● Activity
Find the lines below in which the string "JSON" occurs. Copy each one.

*** Opening of Dataset excerpts ***

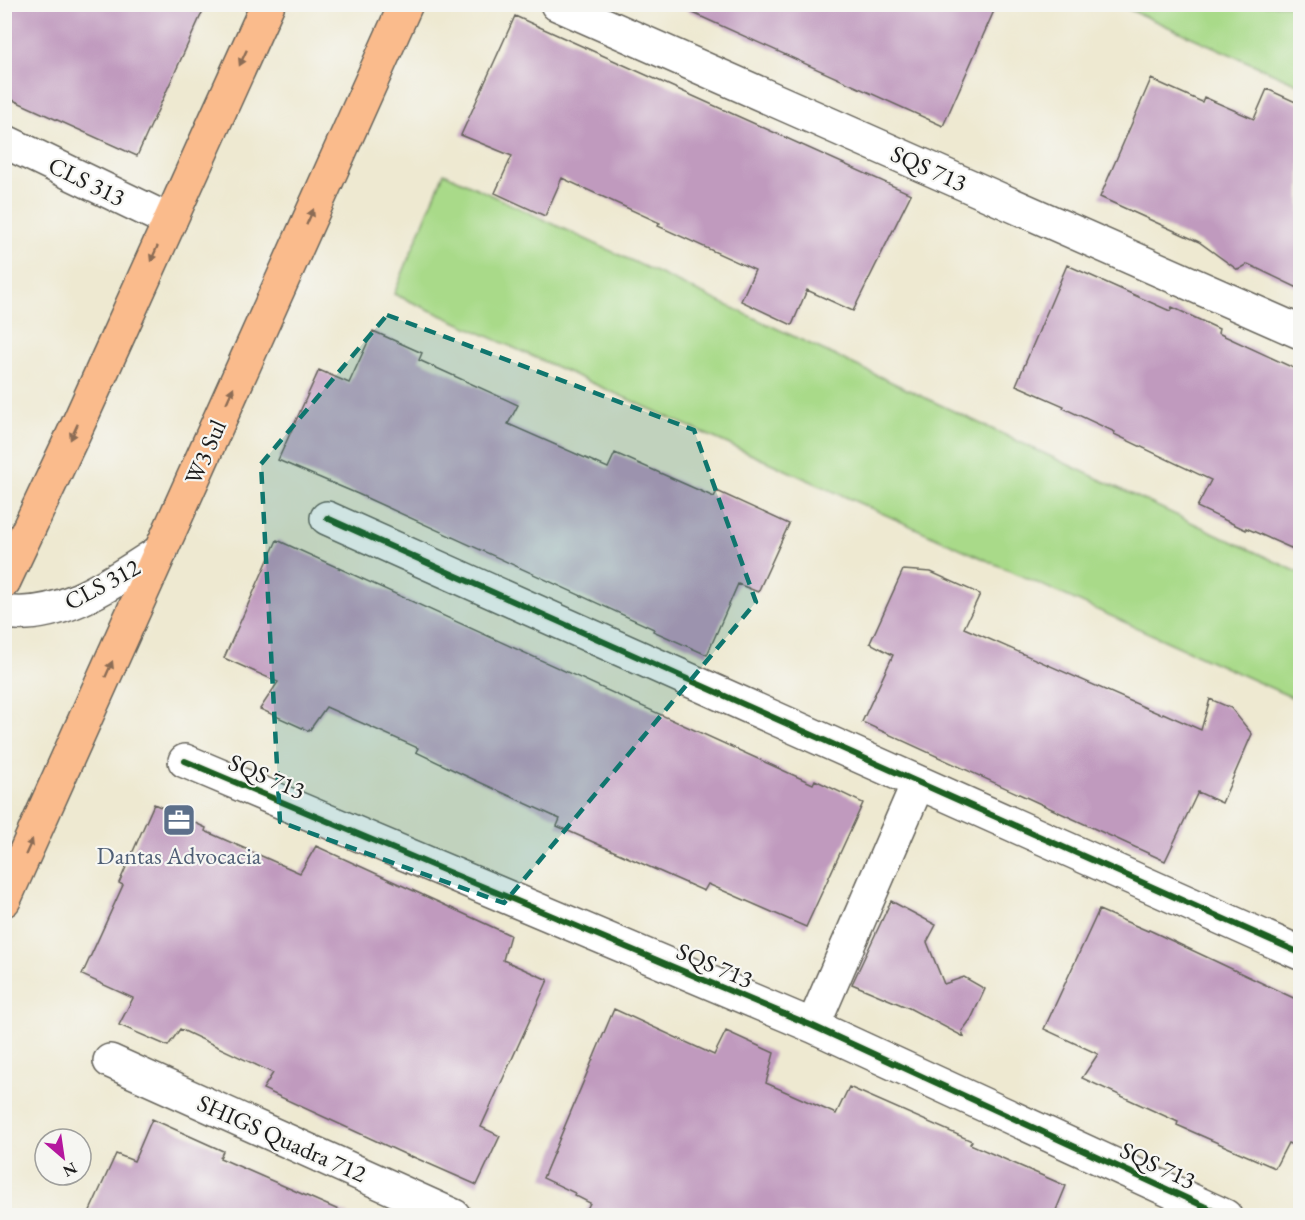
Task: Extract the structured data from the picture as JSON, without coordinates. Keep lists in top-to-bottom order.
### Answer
{
  "streets": {
    "main road": ["W3 Sul"],
    "street": [
      "SQS 713",
      "CLS 313",
      "CLS 312",
      "SHIGS Quadra 712"
    ]
  },
  "crossings": [
    ["W3 Sul", "CLS 312"]
  ],
  "places": {
    "office": ["Dantas Advocacia"]
  },
  "north": "bottom right"
}
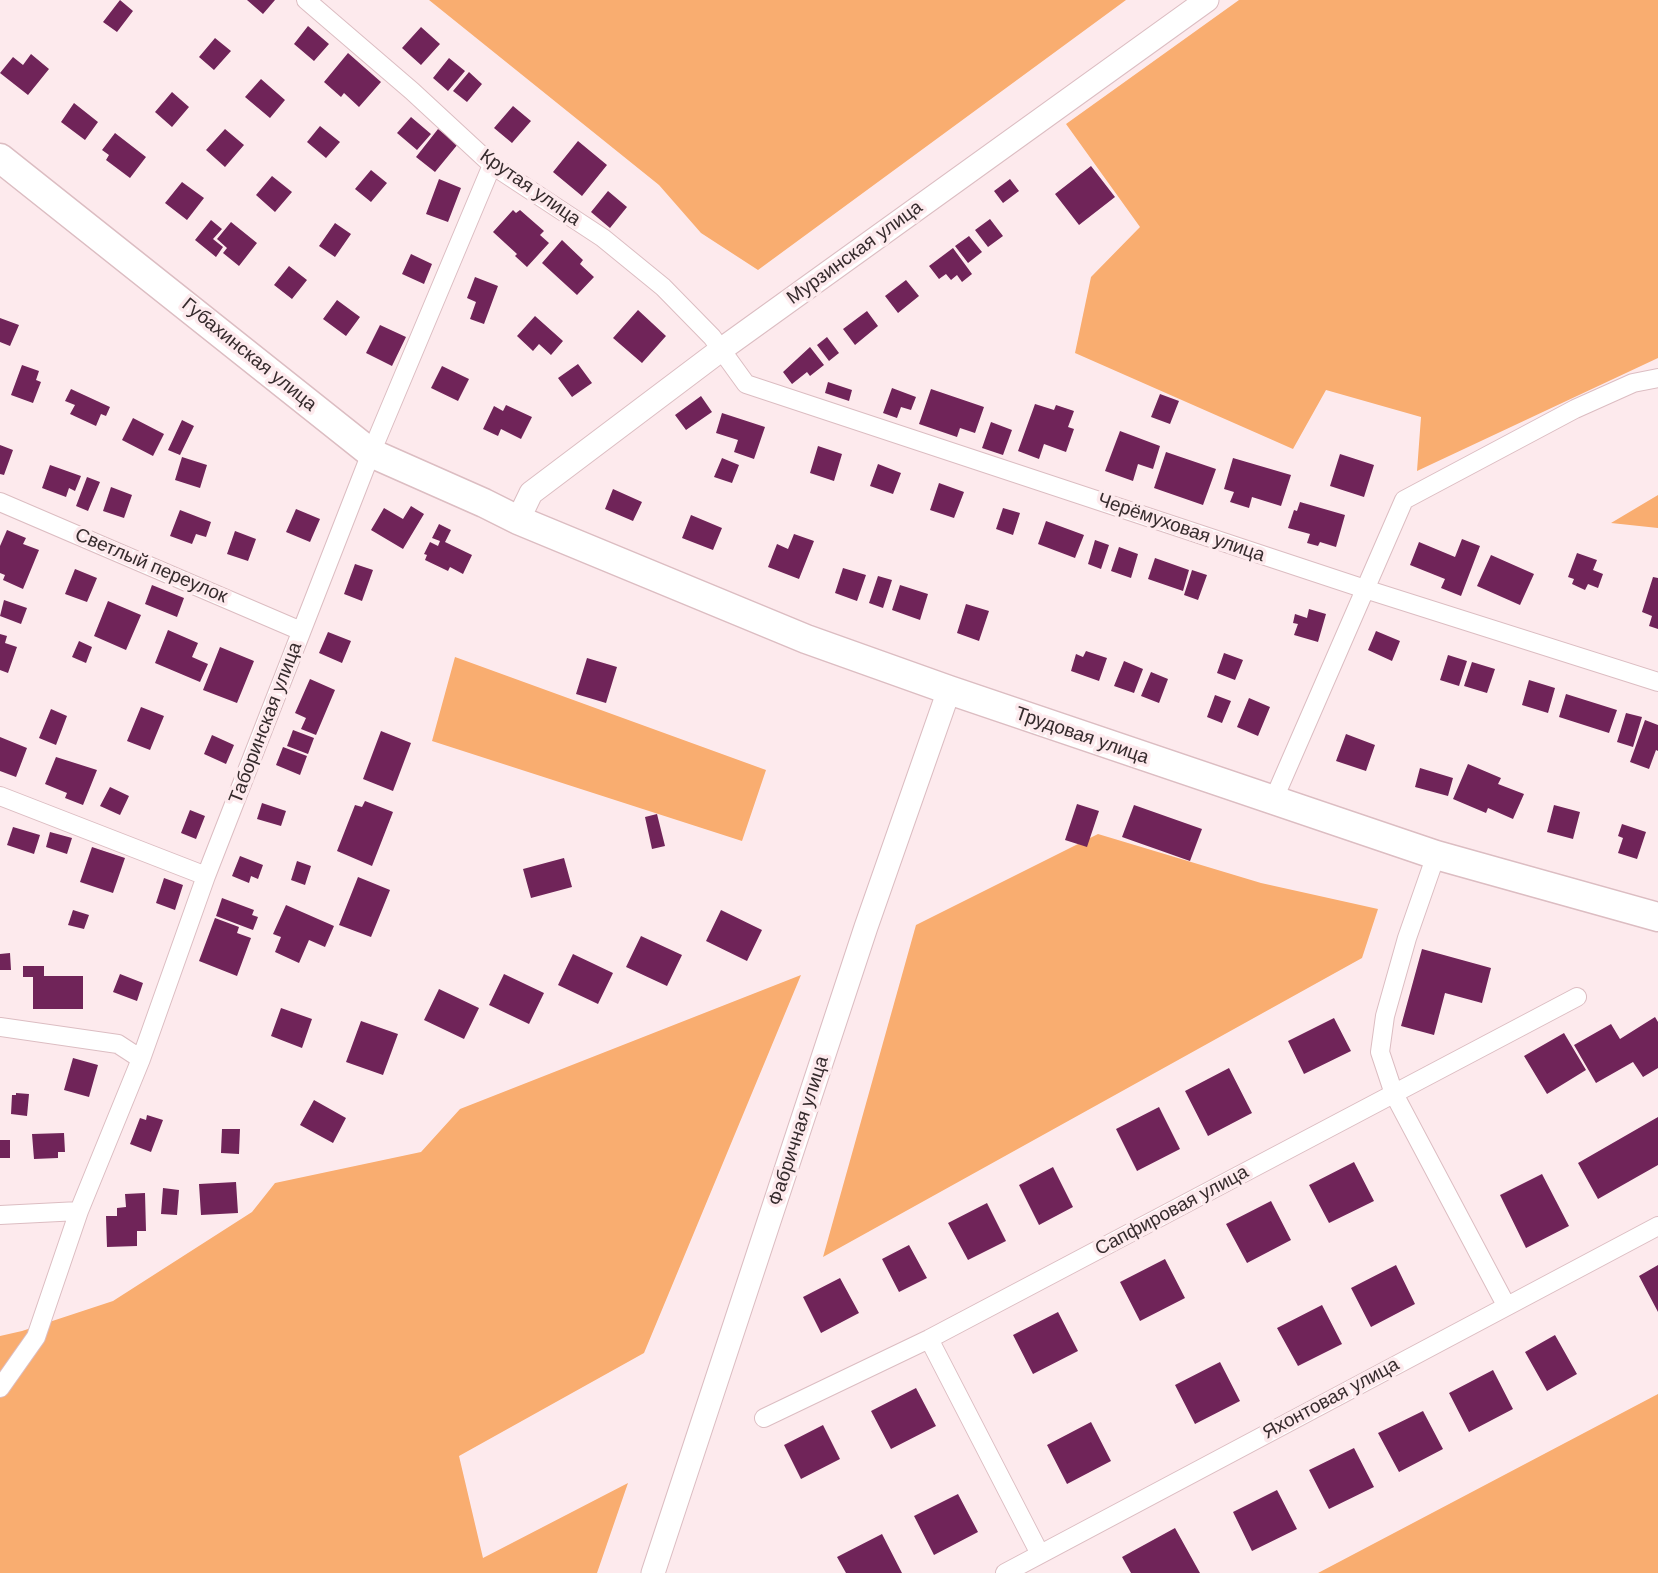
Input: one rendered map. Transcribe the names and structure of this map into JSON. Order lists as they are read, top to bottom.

*** Close of Dataset excerpts ***

● Answer space
Task: Extract the structured data from the picture as JSON, without coordinates. Keep lists in top-to-bottom order.
Input: one rendered map. Transcribe the names and structure of this map into JSON. Order lists as they are read, top to bottom.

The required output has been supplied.